Perjalanan Biden menandai eksistensi AS di global setelah kebijakan "isolasi" Presiden Donald Trump. Di masa Trump, AS bersitegang termasuk dengan sekutu karena kebijakan "America First".
Dari semua pertemuan yang dilakukan, kopi darat dengan Erdogan dan Putin menjadi sorotan.
Biden sebelumnya membuat jengkel Erdogan dengan menyoroti situasi hak asasi manusia (HAM) Turki.
Ini terkait pengakuan mantan wakil Barrack Obama itu pada tudingan genosida Kekaisaran Ottoman terhadap orang-orang Armenia. Ia mendeklarasikan bahwa orang-orang Armenia telah dibantai di Kekaisaran Muslim Ottoman tahun 1915.
Hal ini membuat berang pemerintah Erdogan. Ia merespon melalui sang juru bicara sekaligus penasihat Ibrahim Kalin.
"Akan ada reaksi dalam berbagai bentuk dan jenis, dalam beberapa hari dan bulan mendatang," kata Erdogan.
Ia tak merinci apa yang akan dilakukan Turki. Namun sebagian menilai negeri itu akan membatasi akses AS ke pangkalan udara Incirlik di Turki Selatan, yang menjadi basis koalisi internasional memerangi ISIS di Suriah dan Irak.
Erdogan bahkan sempat memperingatkan jika AS berisiko kehilangan teman yang berharga. Turki sendiri memainkan peran strategis yang vital bagi AS dan sekutu NATO.
Menteri Luar Negeri Antony Blinken mengatakan kepada Kongres pada bahwa Turki sering tidak bertindak sebagai sekutu NATO. Tetapi Washington memiliki "kepentingan untuk mencoba menjaga Turki tetap berlabuh ke Barat".
Secara ekonomi, mengutip Anadolu, Turki sebenarnya menargetkan kenaikan volume perdagangan dengan AS sebesar US$ 100 miliar. Turki mencatat ekonomi tumbuh 1,8% di 2020, tertinggi kedua setelah China di kelompok G20.
Sementara itu, agenda pembicaraan dengan Putin lebih terkait stabilitas hubungan kedua negara. Gedung Putih ingin memfokuskan diri pada perjanjian senjata nuklir New START dan membutuhkan Kremlin untuk kemajuan pembicaraan dengan Iran.
Tetapi daftar ketegangan antara kedua jauh lebih panjang. Di mana Biden menyalahkan Rusia atas sejumlah hal.

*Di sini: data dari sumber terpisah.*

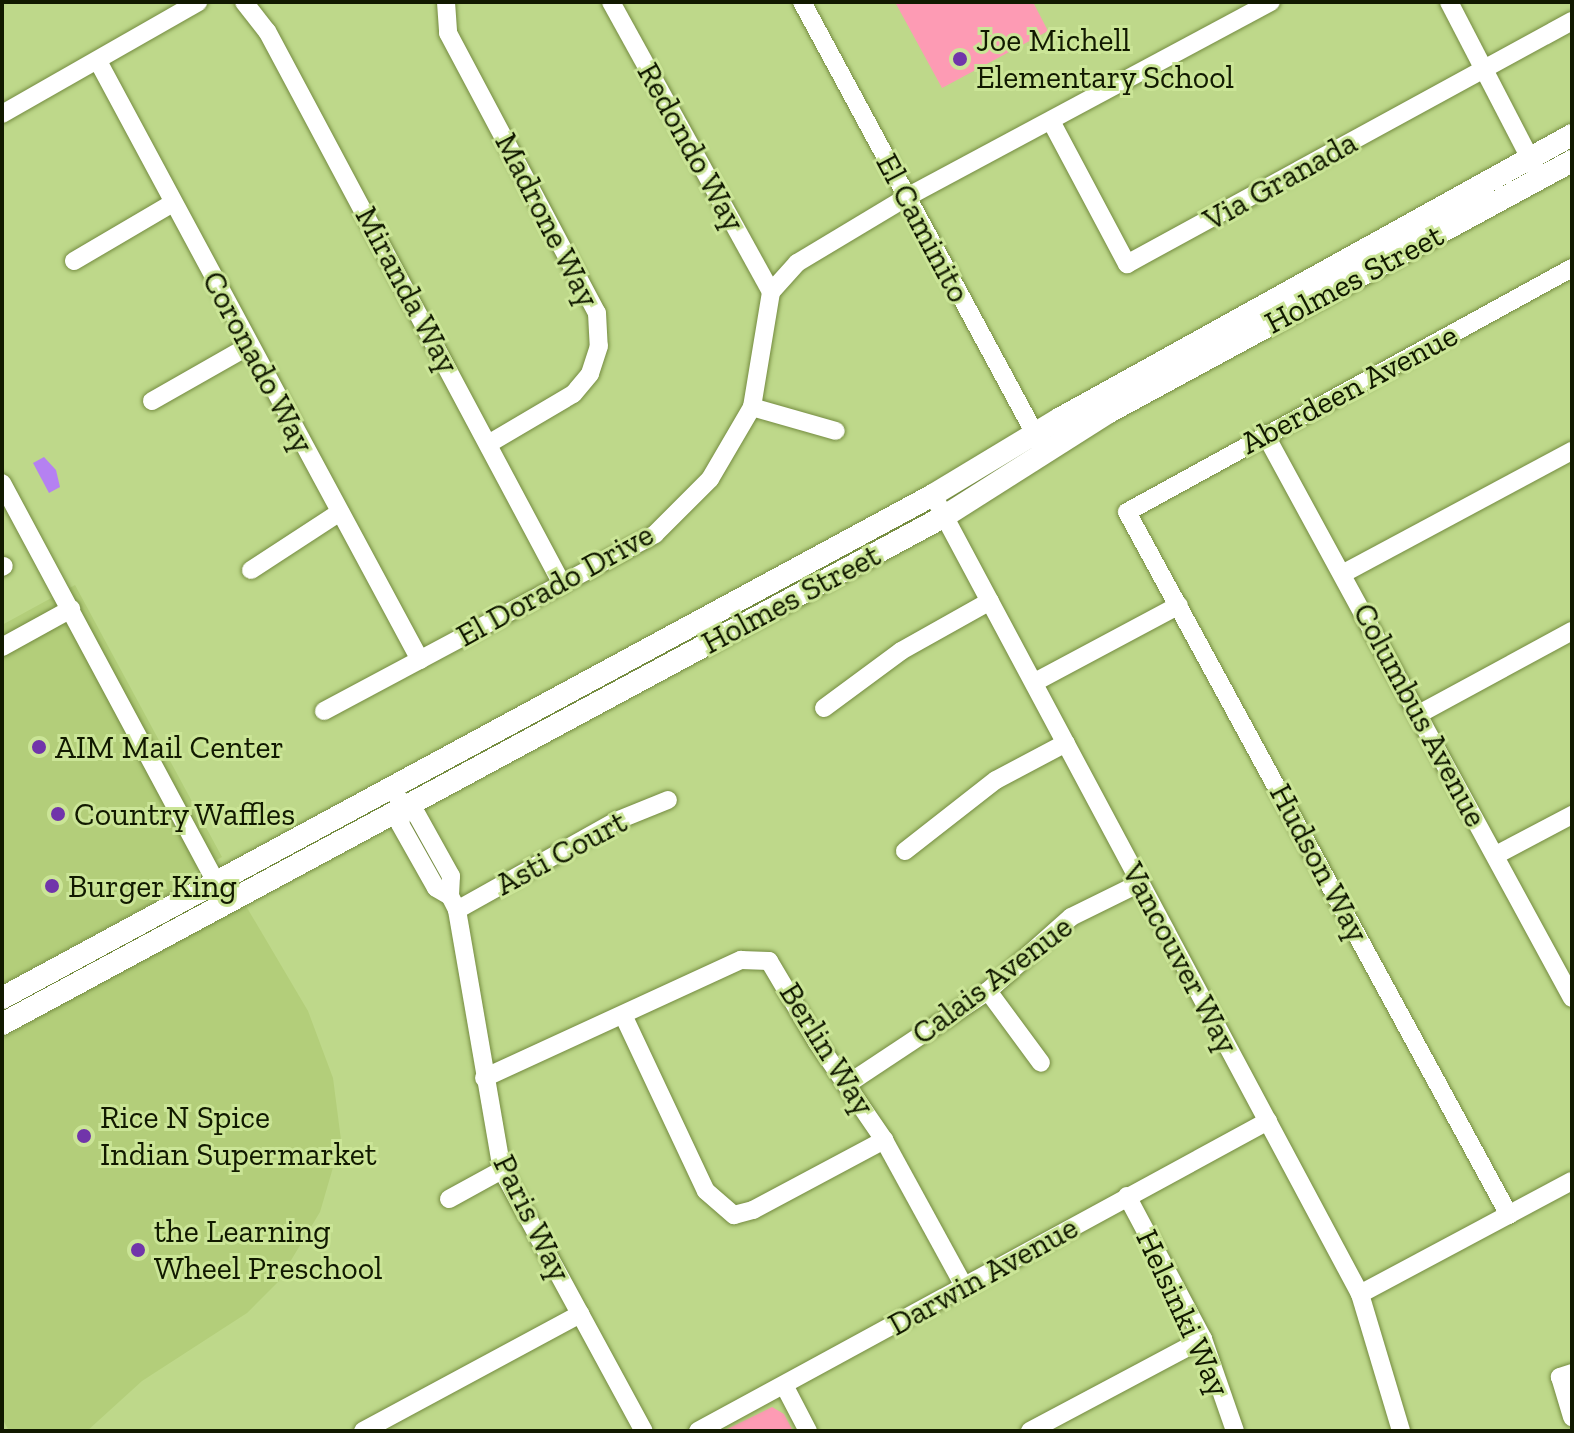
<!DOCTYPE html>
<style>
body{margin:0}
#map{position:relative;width:1574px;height:1433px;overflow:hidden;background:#bed88a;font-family:"Zilla Slab",serif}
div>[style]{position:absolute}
.built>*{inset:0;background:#b3ce7a}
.green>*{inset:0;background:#fd9bb4}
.water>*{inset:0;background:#b581f1}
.roads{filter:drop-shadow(0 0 2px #748b40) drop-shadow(0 0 2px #748b40)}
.minor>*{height:18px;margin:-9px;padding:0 9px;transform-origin:9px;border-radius:9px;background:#fff}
.major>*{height:22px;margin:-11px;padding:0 11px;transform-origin:11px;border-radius:11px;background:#fff}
.dots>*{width:22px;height:22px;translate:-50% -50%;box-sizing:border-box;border:4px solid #cbe597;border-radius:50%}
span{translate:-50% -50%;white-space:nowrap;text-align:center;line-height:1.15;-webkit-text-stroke:6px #cbe597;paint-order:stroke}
.poi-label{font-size:32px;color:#111900}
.left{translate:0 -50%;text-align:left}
.street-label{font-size:32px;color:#111900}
.frame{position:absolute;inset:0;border:4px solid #111900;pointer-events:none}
</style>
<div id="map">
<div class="built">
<div style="clip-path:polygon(75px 585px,222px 857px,188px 875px,183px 886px,2px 984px,2px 625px)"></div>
<div style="clip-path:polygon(243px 901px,308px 1011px,333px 1078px,341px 1140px,320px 1212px,278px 1282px,247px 1313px,142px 1381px,87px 1431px,9px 1431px,2px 1418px,2px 1039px)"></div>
</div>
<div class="green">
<div style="clip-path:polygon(895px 2px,1033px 2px,1048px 31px,942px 88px)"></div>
<div style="clip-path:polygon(772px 1407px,784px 1414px,793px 1431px,723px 1431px)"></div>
</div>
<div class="water">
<div style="clip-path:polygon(44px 457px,56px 470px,60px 487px,49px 493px,33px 463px)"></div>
</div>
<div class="roads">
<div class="minor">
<div style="left:244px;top:2px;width:37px;rotate:52deg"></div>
<div style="left:267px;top:31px;width:627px;rotate:61.92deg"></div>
<div style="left:446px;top:2px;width:31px;rotate:86deg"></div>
<div style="left:448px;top:33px;width:317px;rotate:62deg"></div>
<div style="left:597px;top:313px;width:33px;rotate:87deg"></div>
<div style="left:599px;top:346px;width:29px;rotate:108deg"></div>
<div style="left:590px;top:374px;width:26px;rotate:130deg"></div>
<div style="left:573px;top:394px;width:96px;rotate:149.4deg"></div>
<div style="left:611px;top:2px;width:331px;rotate:61.1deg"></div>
<div style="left:802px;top:2px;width:501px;rotate:61.65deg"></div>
<div style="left:1449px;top:2px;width:189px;rotate:62.6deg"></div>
<div style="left:99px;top:63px;width:678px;rotate:61.73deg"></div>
<div style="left:2px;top:114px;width:226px;rotate:-29.7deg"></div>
<div style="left:1052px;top:123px;width:160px;rotate:62deg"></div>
<div style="left:1127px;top:264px;width:507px;rotate:-28.64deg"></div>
<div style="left:74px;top:261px;width:115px;rotate:-30.4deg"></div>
<div style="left:152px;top:401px;width:112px;rotate:-29.6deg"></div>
<div style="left:752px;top:407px;width:87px;rotate:15.9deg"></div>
<div style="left:1265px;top:434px;width:642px;rotate:61.44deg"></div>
<div style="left:2px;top:483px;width:476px;rotate:61.8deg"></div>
<div style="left:933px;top:495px;width:906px;rotate:61.88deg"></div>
<div style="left:1360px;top:1294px;width:143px;rotate:73.3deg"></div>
<div style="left:2px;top:567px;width:2px;rotate:-27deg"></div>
<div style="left:251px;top:570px;width:106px;rotate:-33.1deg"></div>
<div style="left:1344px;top:573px;width:259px;rotate:-28.2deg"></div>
<div style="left:2px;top:647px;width:79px;rotate:-28.8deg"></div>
<div style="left:1035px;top:682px;width:163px;rotate:-28.1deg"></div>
<div style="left:824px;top:708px;width:96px;rotate:-36.5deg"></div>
<div style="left:901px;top:651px;width:102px;rotate:-29.3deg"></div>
<div style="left:324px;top:711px;width:375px;rotate:-28.1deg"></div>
<div style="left:655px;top:534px;width:78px;rotate:-45deg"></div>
<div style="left:710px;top:479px;width:83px;rotate:-59.7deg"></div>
<div style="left:752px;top:407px;width:117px;rotate:-80.6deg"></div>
<div style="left:771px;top:292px;width:39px;rotate:-48deg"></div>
<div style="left:797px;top:263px;width:128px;rotate:-31deg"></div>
<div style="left:907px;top:197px;width:413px;rotate:-28.2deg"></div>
<div style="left:1419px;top:714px;width:174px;rotate:-28.5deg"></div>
<div style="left:398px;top:798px;width:25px;rotate:42deg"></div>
<div style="left:417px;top:815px;width:70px;rotate:60.9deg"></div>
<div style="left:451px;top:876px;width:20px;rotate:93deg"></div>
<div style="left:450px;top:896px;width:16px;rotate:63deg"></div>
<div style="left:457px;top:910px;width:264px;rotate:80.2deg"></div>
<div style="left:502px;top:1170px;width:297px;rotate:61.5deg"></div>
<div style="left:403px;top:806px;width:18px;rotate:99deg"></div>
<div style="left:400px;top:824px;width:73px;rotate:60.6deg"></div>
<div style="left:436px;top:888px;width:16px;rotate:30deg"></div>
<div style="left:905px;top:851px;width:115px;rotate:-38deg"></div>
<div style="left:996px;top:780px;width:79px;rotate:-27.9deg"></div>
<div style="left:1496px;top:855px;width:86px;rotate:-27.8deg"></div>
<div style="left:457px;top:910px;width:182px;rotate:-29.2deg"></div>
<div style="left:616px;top:821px;width:56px;rotate:-22deg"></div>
<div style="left:988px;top:991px;width:89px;rotate:53.6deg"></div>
<div style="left:624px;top:1017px;width:192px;rotate:64.8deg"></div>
<div style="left:706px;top:1191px;width:37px;rotate:41deg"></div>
<div style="left:734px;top:1215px;width:20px;rotate:-15deg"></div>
<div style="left:753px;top:1210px;width:149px;rotate:-28.1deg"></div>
<div style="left:484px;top:1078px;width:283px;rotate:-24.7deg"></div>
<div style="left:741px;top:960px;width:28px;rotate:2deg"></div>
<div style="left:769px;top:961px;width:94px;rotate:59.3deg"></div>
<div style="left:817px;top:1042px;width:119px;rotate:55.6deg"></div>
<div style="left:884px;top:1140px;width:166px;rotate:61.3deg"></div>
<div style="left:849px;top:1083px;width:167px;rotate:-33.5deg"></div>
<div style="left:988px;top:991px;width:111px;rotate:-41.7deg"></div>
<div style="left:1071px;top:917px;width:77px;rotate:-26.2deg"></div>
<div style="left:1127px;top:1196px;width:162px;rotate:62deg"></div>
<div style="left:1203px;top:1339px;width:97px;rotate:70.8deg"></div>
<div style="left:449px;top:1199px;width:60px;rotate:-28.7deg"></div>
<div style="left:1509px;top:1215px;width:800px;rotate:-118.52deg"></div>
<div style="left:1127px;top:512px;width:508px;rotate:-28.74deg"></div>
<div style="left:1360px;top:1294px;width:240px;rotate:-28.1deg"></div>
<div style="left:1572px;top:1373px;width:13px;rotate:162deg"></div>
<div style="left:1560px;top:1377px;width:42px;rotate:73.3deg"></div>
<div style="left:785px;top:1387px;width:50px;rotate:62.4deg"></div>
<div style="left:363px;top:1431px;width:247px;rotate:-28.3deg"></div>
<div style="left:698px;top:1431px;width:649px;rotate:-28.54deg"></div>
<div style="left:1030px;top:1431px;width:196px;rotate:-28deg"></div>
</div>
<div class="major">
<div style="left:2px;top:998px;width:1058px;rotate:-28.38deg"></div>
<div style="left:933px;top:495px;width:147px;rotate:-31.1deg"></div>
<div style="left:1059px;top:419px;width:586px;rotate:-28.97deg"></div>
<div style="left:2px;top:1024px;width:1071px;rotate:-28.31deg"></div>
<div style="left:945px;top:516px;width:194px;rotate:-32.4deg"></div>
<div style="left:1109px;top:412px;width:527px;rotate:-28.46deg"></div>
</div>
</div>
<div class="dots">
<div style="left:960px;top:59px;background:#7135aa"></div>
<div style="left:39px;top:747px;background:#7135aa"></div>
<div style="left:58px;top:814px;background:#7135aa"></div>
<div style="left:52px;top:886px;background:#7135aa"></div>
<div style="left:84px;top:1136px;background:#7135aa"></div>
<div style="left:138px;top:1250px;background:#7135aa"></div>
</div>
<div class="poi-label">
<span class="left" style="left:976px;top:59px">Joe Michell<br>Elementary School</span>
<span class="left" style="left:55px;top:747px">AIM Mail Center</span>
<span class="left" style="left:74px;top:814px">Country Waffles</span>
<span class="left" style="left:68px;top:886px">Burger King</span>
<span class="left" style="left:100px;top:1136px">Rice N Spice<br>Indian Supermarket</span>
<span class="left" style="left:154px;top:1250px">the Learning<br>Wheel Preschool</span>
</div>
<div class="street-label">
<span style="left:691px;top:147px;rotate:61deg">Redondo Way</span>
<span style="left:1280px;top:181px;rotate:-29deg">Via Granada</span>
<span style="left:547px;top:220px;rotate:63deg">Madrone Way</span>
<span style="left:923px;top:228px;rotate:62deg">El Caminito</span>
<span style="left:1354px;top:279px;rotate:-28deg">Holmes Street</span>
<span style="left:407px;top:290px;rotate:62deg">Miranda Way</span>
<span style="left:258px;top:362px;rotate:62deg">Coronado Way</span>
<span style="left:1349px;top:389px;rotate:-28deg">Aberdeen Avenue</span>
<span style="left:555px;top:585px;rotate:-29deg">El Dorado Drive</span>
<span style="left:791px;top:599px;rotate:-28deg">Holmes Street</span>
<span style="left:1420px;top:715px;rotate:62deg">Columbus Avenue</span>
<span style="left:561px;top:853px;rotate:-28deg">Asti Court</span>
<span style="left:1319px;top:863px;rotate:62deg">Hudson Way</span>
<span style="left:1180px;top:958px;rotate:62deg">Vancouver Way</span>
<span style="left:992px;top:980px;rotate:-37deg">Calais Avenue</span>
<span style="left:827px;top:1049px;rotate:58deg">Berlin Way</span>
<span style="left:532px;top:1218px;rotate:64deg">Paris Way</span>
<span style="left:983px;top:1276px;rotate:-29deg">Darwin Avenue</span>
<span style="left:1183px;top:1313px;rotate:65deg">Helsinki Way</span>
</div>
<div class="frame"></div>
</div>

Di antaranya serangan siber besar-besaran SolarWinds, campur tangan pemilu AS dan menyembunyikan penjahat di balik serangan ransomware terhadap pipa bahan bakar penting Kolonial. Biden juga menekan Putin tentang konflik Moskow di perbatasan Ukraina dengan Kiev, pemenjaraan lawan politiknya Alexei Navalny.
Terakhir, AS mengecam Putin atas dukungannya untuk Alexander Lukashenko, diktator Belarusia. Lukashenko membuat gaduh baru-baru ini saat memaksa sebuah pesawat Ryanair mendarat di Minsk dengan ancaman bom, untuk menangkap lawan politiknya dalam penerbangan itu.
Tetapi ada tanda-tanda kedua belah pihak berusaha untuk menenangkan satu sama lain. Gedung Putih mengumumkan tidak akan memberikan sanksi kepada perusahaan utama yang terlibat dalam proyek pipa gas Nord Stream 2.
Ini merupakan proyek yang kontroversial antara Rusia dan Jerman. Pemerintahan Biden dikatakan ingin menghindari pertentangan dengan Berlin. Keputusan itu membantu Moskow, membersihkan hambatan utama bagi proyek pipa itu agar terus berjalan.
Dari data BPS AS, neraca perdagangan kedua negara terus mengalami deficit sejak 2014 hingga 2021. Pada Januari 2021, defisit neraca dagang ini sebesar US$1.575 juta.